Failed webhook notifications are now retried over the course of 24 hours, with some delay randomization.
We’re making some changes to the way the Webhooks API retries notifications in order to improve deliverability and reliability. The first and most notable change is that the exponential backoff is changing from from a 2^n second delay, to a maximum of 10 retries over 24 hours.
Additionally, we’re introducing some randomization into the delay to prevent large numbers of concurrent failures to be continuously retried at the exact same interval. Delay randomization more evenly spreads retries out within the retry window, allowing your system to more effectively process them.
Check out the Webhooks API documentation for more information.
There are two major changes in the retry behavior of webhooks: First, the timing of retries is shifting from a fixed exponential delay to a fixed time window with exponential delays designed to fit within that window. To better understand this shift, it’s helpful to compare the ‘old’ behavior and the new behavior:
- The old behavior is as follows: Failed webhook notifications will be retried a maximum of 10 times, with a 2^n second delay based on the attemptNumber. This means that the delay between retries is dependent only on the attemptNumber, and will only ever reach a total of ~13 minutes.

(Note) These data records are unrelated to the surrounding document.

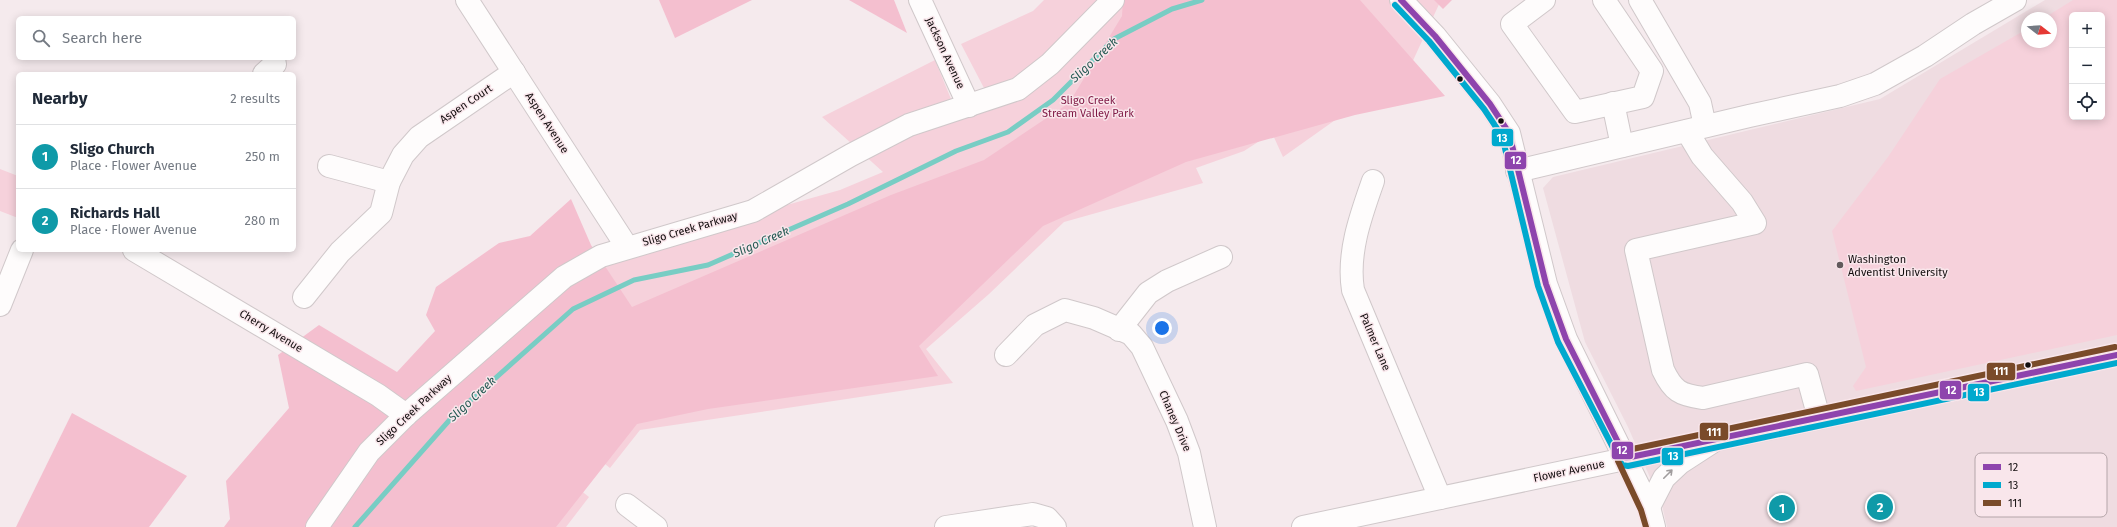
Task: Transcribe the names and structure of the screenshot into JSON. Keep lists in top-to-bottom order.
{
  "streets": {
    "street": [
      "Jackson Avenue",
      "Aspen Court",
      "Aspen Avenue",
      "Sligo Creek Parkway",
      "Cherry Avenue",
      "Palmer Lane",
      "Chaney Drive",
      "Flower Avenue"
    ]
  },
  "crossings": [
    ["Jackson Avenue", "Sligo Creek Parkway"],
    ["Aspen Court", "Aspen Avenue"],
    ["Aspen Avenue", "Sligo Creek Parkway"],
    ["Sligo Creek Parkway", "Cherry Avenue"],
    ["Palmer Lane", "Flower Avenue"]
  ],
  "water": ["Sligo Creek"],
  "parks": ["Sligo Creek Stream Valley Park"],
  "places": ["Washington Adventist University"],
  "lines": ["transit line 12", "transit line 13", "transit line 111"],
  "legend": ["12", "13", "111"],
  "north": "right",
  "page": {
    "map_buttons": ["+", "−"],
    "search": "Search here",
    "heading": ["Nearby", "2 results"],
    "list": [
      {
        "mark": "1",
        "name": "Sligo Church",
        "note": "Place · Flower Avenue",
        "value": "250 m"
      },
      {
        "mark": "2",
        "name": "Richards Hall",
        "note": "Place · Flower Avenue",
        "value": "280 m"
      }
    ],
    "pins": ["2", "1"]
  }
}
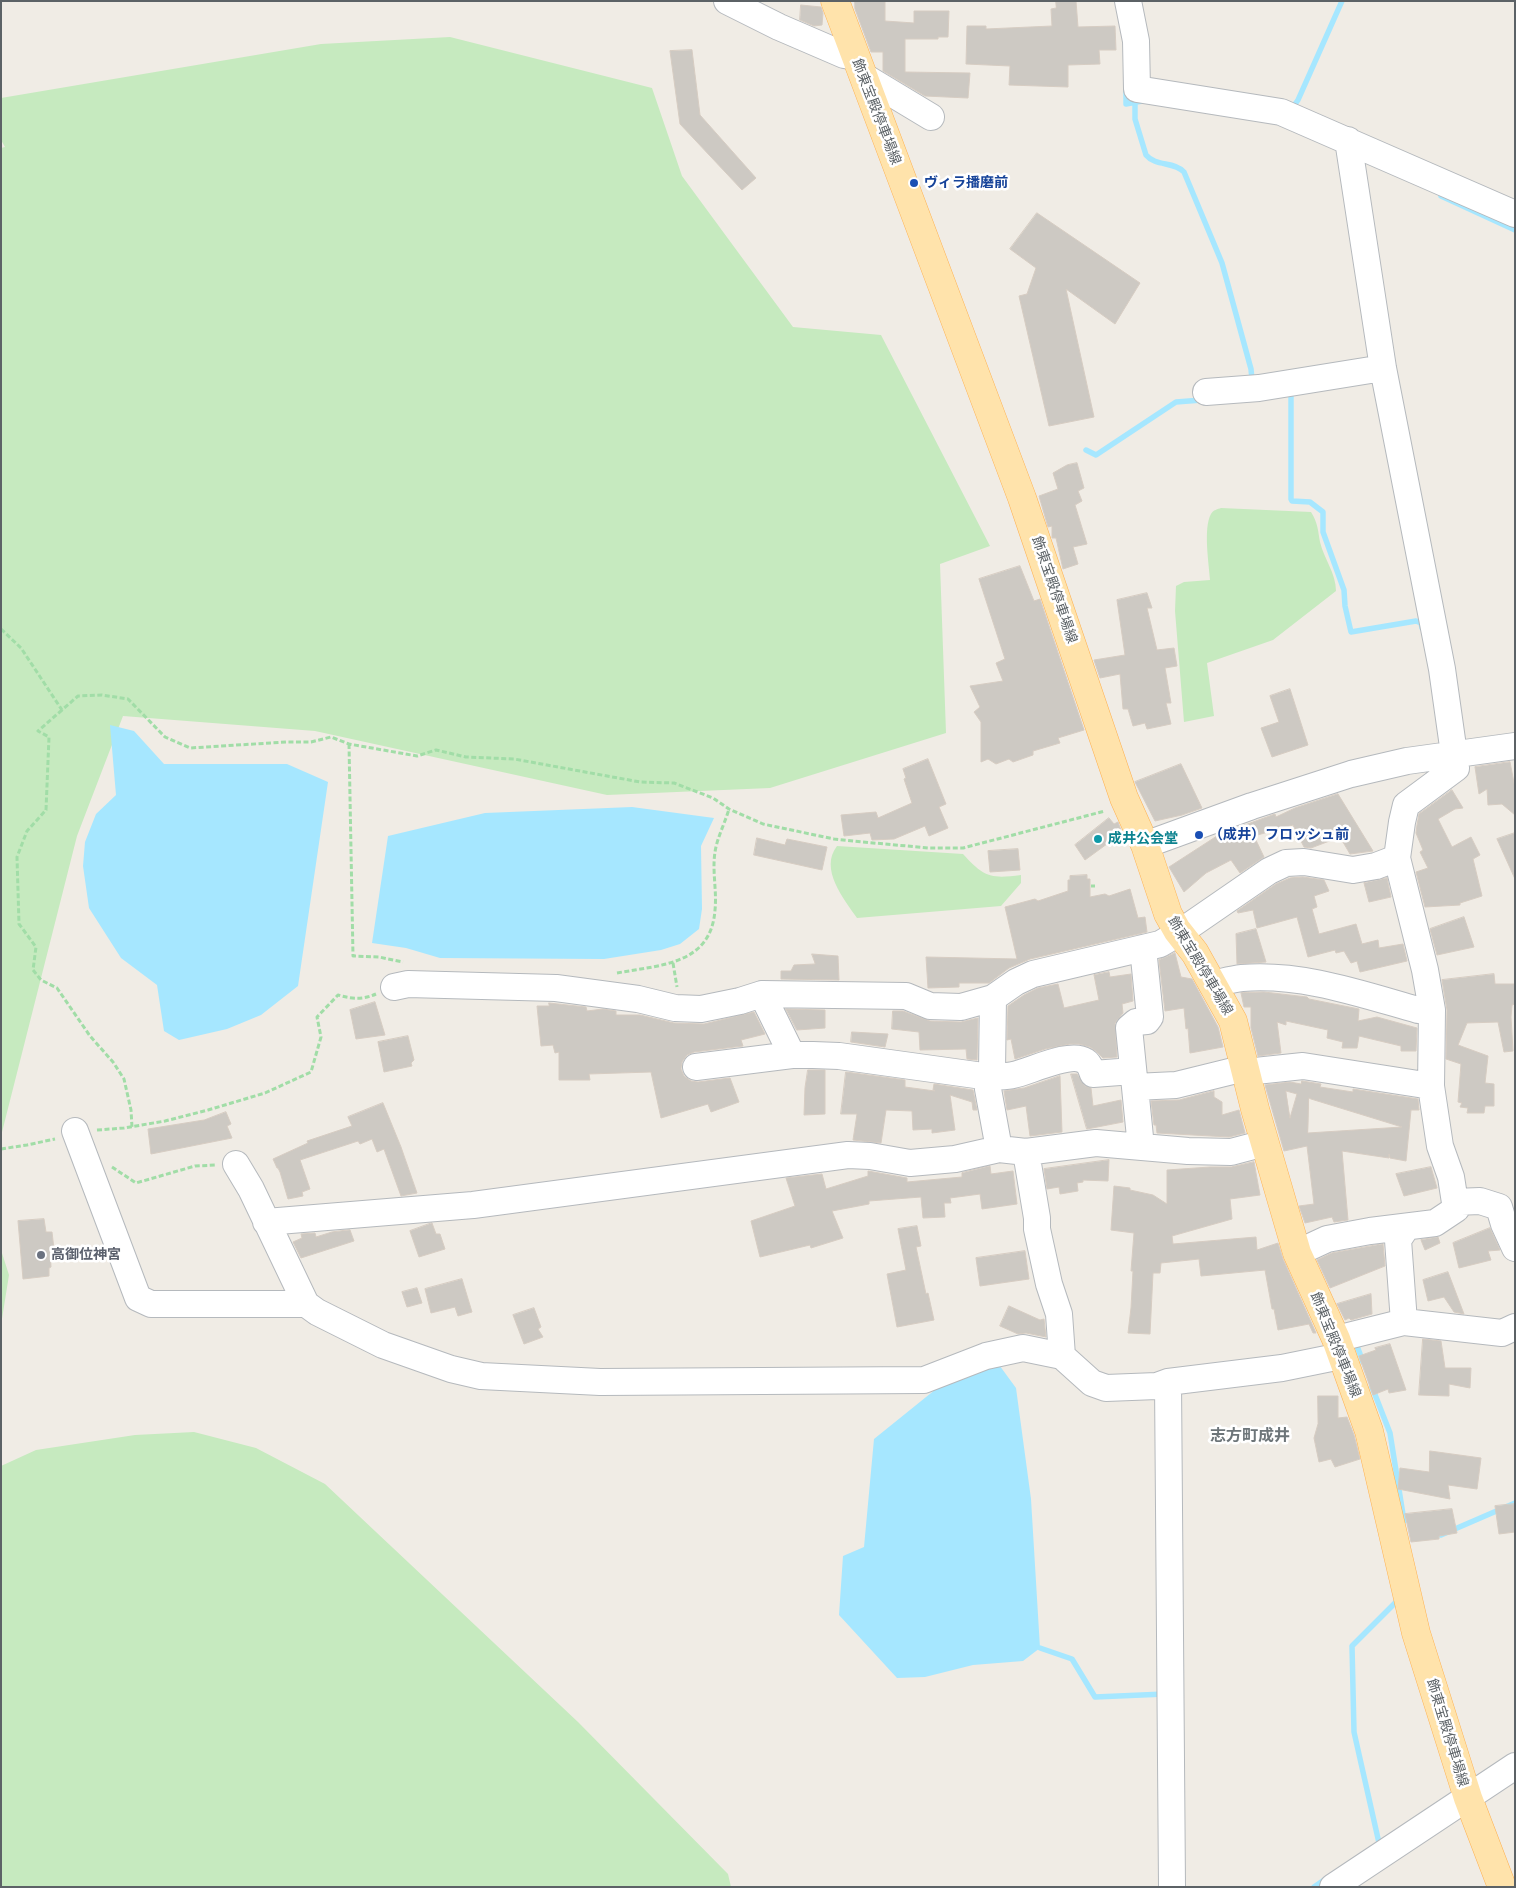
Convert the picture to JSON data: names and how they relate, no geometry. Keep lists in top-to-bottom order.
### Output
{
  "streets": {
    "main road": ["飾東宝殿停車場線"]
  },
  "districts": ["志方町成井"],
  "places": [
    "ヴィラ播磨前",
    "（成井）フロッシュ前",
    "成井公会堂",
    "高御位神宮"
  ]
}
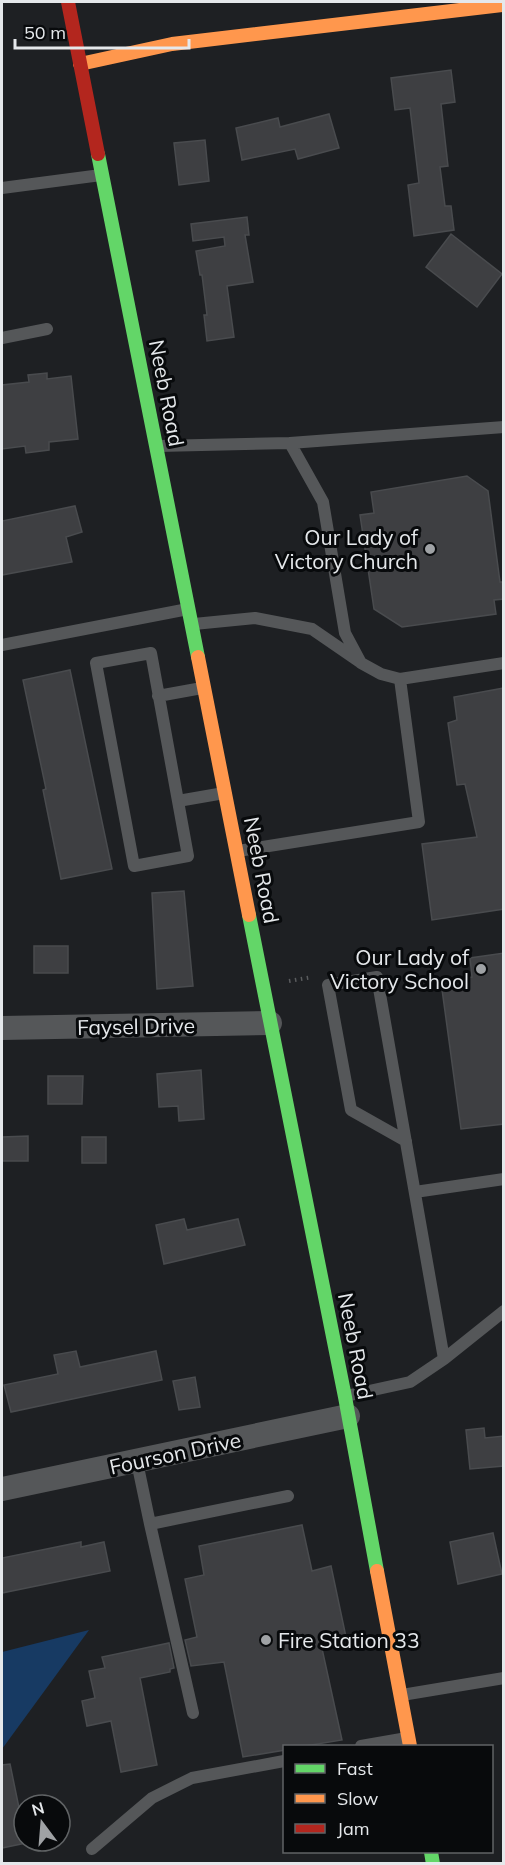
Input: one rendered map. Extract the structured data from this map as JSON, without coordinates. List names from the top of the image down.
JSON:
{
  "streets": {
    "street": ["Neeb Road", "Faysel Drive", "Fourson Drive"]
  },
  "crossings": [
    ["Neeb Road", "Faysel Drive"],
    ["Neeb Road", "Fourson Drive"]
  ],
  "places": ["Our Lady of Victory Church", "Our Lady of Victory School", "Fire Station 33"],
  "legend": ["Fast", "Slow", "Jam"],
  "scale_bar": "50 m",
  "north": "top"
}
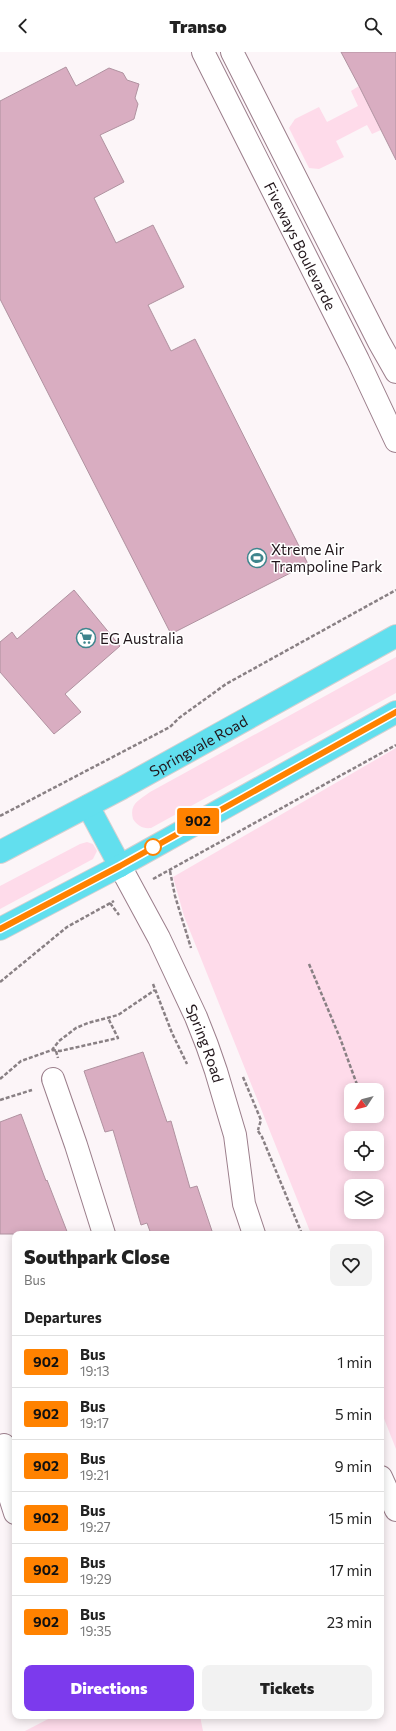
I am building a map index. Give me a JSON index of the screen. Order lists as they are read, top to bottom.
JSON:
{
  "streets": {
    "highway": ["Springvale Road"],
    "street": ["Fiveways Boulevarde", "Spring Road"]
  },
  "places": {
    "sports": ["Xtreme Air Trampoline Park"],
    "supermarket": ["EG Australia"]
  },
  "lines": ["bus line 902"],
  "north": "bottom left",
  "page": {
    "header": "Transo",
    "on_map": "902",
    "heading": [
      ["Southpark Close", "Bus"],
      "Departures"
    ],
    "list": [
      {
        "mark": "902",
        "name": "Bus",
        "note": "19:13",
        "value": "1 min"
      },
      {
        "mark": "902",
        "name": "Bus",
        "note": "19:17",
        "value": "5 min"
      },
      {
        "mark": "902",
        "name": "Bus",
        "note": "19:21",
        "value": "9 min"
      },
      {
        "mark": "902",
        "name": "Bus",
        "note": "19:27",
        "value": "15 min"
      },
      {
        "mark": "902",
        "name": "Bus",
        "note": "19:29",
        "value": "17 min"
      },
      {
        "mark": "902",
        "name": "Bus",
        "note": "19:35",
        "value": "23 min"
      }
    ],
    "buttons": ["Directions", "Tickets"]
  }
}
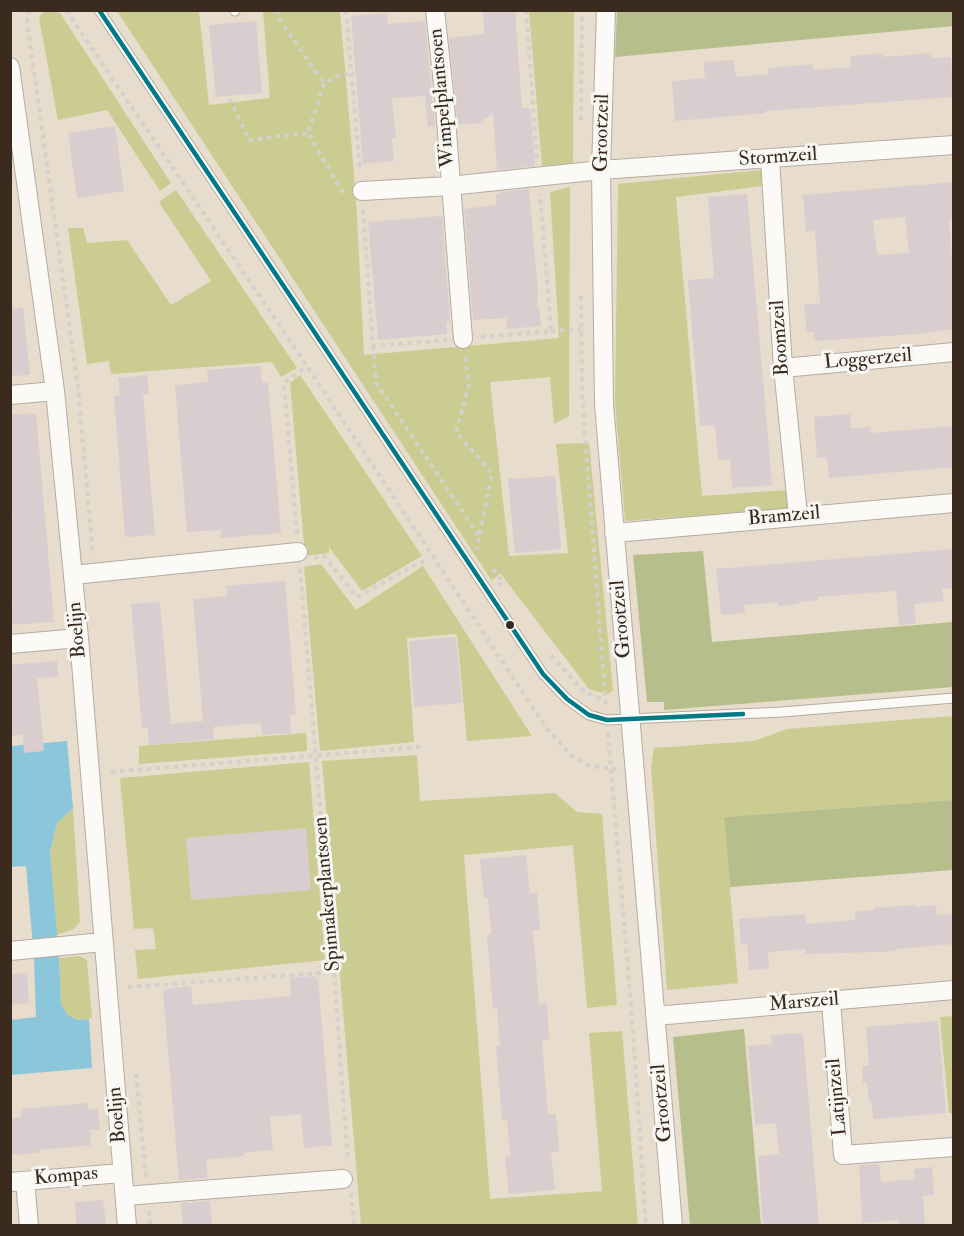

- The new behavior is different in that failed webhook notifications will be retried a maximum of ten times, spread out over a 24 hour period. Instead of basing the delays on a fixed scale, notifications can be retried with various delays over the course of a 24 hours period.
The second major change is related to the accuracy of the delay between retries: The actual length of delays between retries is changing from a fixed size dependent on attemptNumber to a random length delay between the previous delay and the maximum delay length. This change is also best illustrated with a comparison:
- The old behavior is that the length of the delay is fixed; if a request fails for the first time, it will be retried again exactly 2 seconds later. This can cause problems when volume gets extremely high, since many requests failing concurrently are retried after almost the same delay.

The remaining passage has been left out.